Jonathan Wolverton "Black Jack" Randall in Outlander

By Diana Gabaldon

Jonathan Wolverton "Black Jack" Randall

Paving the Way for the Marquis de Sade

Jonathan Wolverton Randall is the masochistic British captain who torments Jamie and Claire every step of the way. He's the first man Claire encounters in the past, and the fact that he's the spitting image of her husband, Frank (Jonathan is Frank's great-great-great-lots-of-greats grandfather), doesn't make things easier for her. She's tormented by his resemblance to her beloved Frank, observing:

I had loved a smile like [Jonathan Randall's], and that dreamy look had roused me in anticipation. Now it sickened me. (35.213)

Bummer, right? Randall eventually captures and rapes Jamie before being presumed dead in a stampede of cattle (seriously).

Randall goes to great lengths to get what he wants, and he spares no expense with cruelty. Don't forget that he's called Black Jack, a name Jamie explains he's earned "with reference to the color of his soul" (16.227). Consider yourselves warned.

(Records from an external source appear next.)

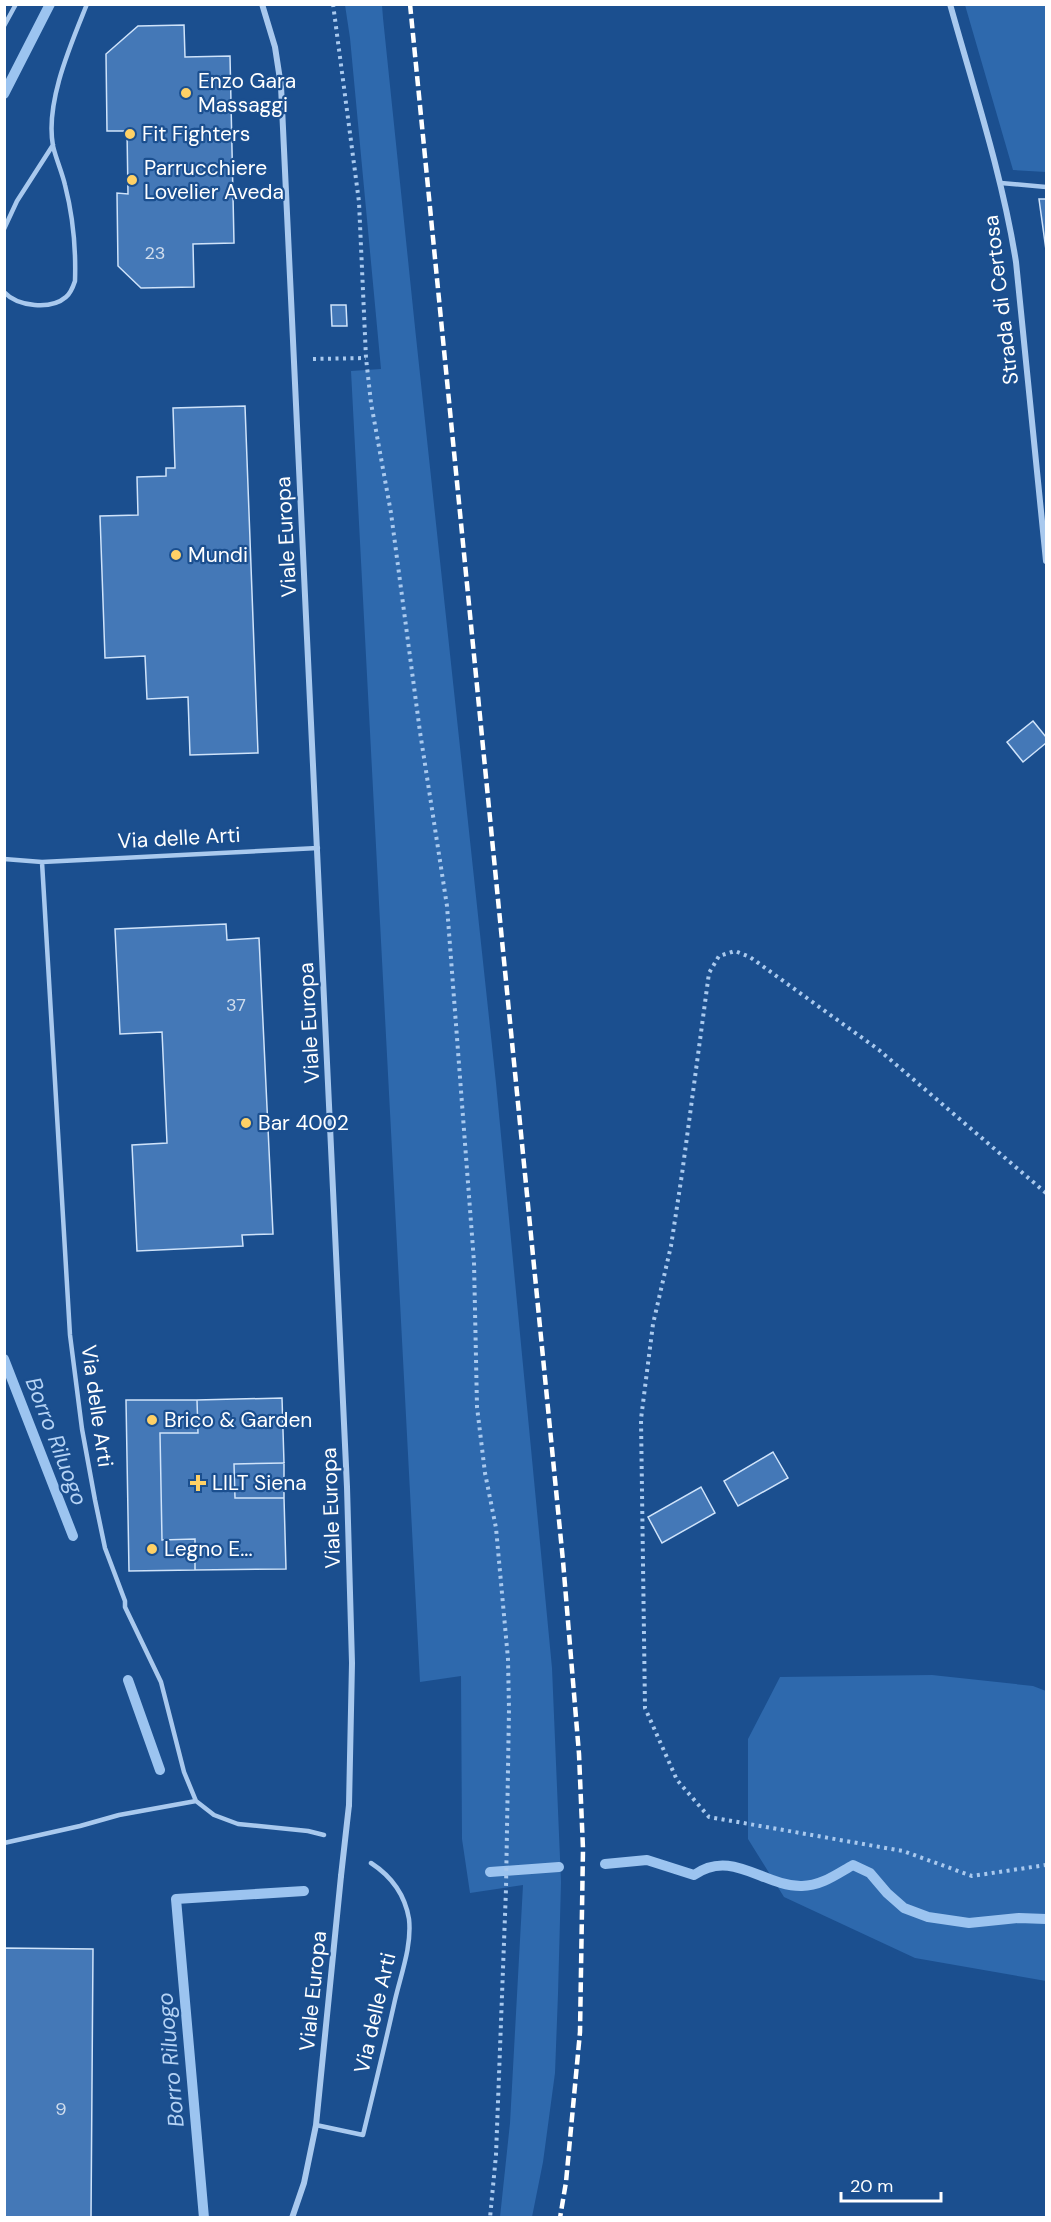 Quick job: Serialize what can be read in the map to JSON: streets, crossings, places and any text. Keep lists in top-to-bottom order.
{
  "streets": {
    "street": ["Strada di Certosa", "Viale Europa"],
    "lane": ["Via delle Arti"]
  },
  "crossings": [
    ["Viale Europa", "Via delle Arti"]
  ],
  "water": ["Borro Riluogo"],
  "places": {
    "other": [
      "Enzo Gara Massaggi",
      "Fit Fighters",
      "Parrucchiere Lovelier Aveda",
      "Mundi",
      "Bar 4002",
      "Brico & Garden",
      "Legno E..."
    ],
    "health": ["LILT Siena"]
  },
  "house_numbers": ["23", "37", "9"],
  "scale_bar": "20 m"
}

When it comes to Claire, Randall wants to know who she really is. He punches her (and then says, "I trust you are not with child, Madam. […] because if you are, you won't be for long" (12.124)), cuts her, and threatens to rape her. None of these tactics work, though, so he just keeps getting more extreme. Randall can't admit that he's met his match with Claire, who is wittier than he, and a woman at that, which makes her refusal to submit to him extra insulting (as far as he's concerned, anyway).

With Jamie, to put it bluntly, Randall wants his sweet Scottish rear end. He uses the same techniques on the dreamy warrior as he does with Claire—physical abuse, cutting, branding with a hot ring, and actual rape—which makes it clear that this is Randall's preferred way of doing things. In fact, pretty much every scar on Jamie's body, from his mangled hand to his entire back, is the result of Randall's handiwork.

We lose count of how many times Randall tries to rape Claire (in our defense, his efforts begin the very first time he meets her in the woods) and how many times he does rape Jamie. We are certain of one thing, though: Dude gets off on pain. As Claire realizes during one of her many unpleasant encounters with Randall, "He wasn't going to enjoy it unless I screamed" (21.78). And then she wisely keeps her mouth shut.

The hardest thing for Jamie is that Randall almost rapes him lovingly, if such a thing is even possible (it's not). He whispers sweet nothings into Jamie's ear and, Jamie hates to admit, even succeeds in arousing him, despite how much he doesn't want it. Although Jamie calls this Randall's version of love, we're not sure the man is capable of such an emotion.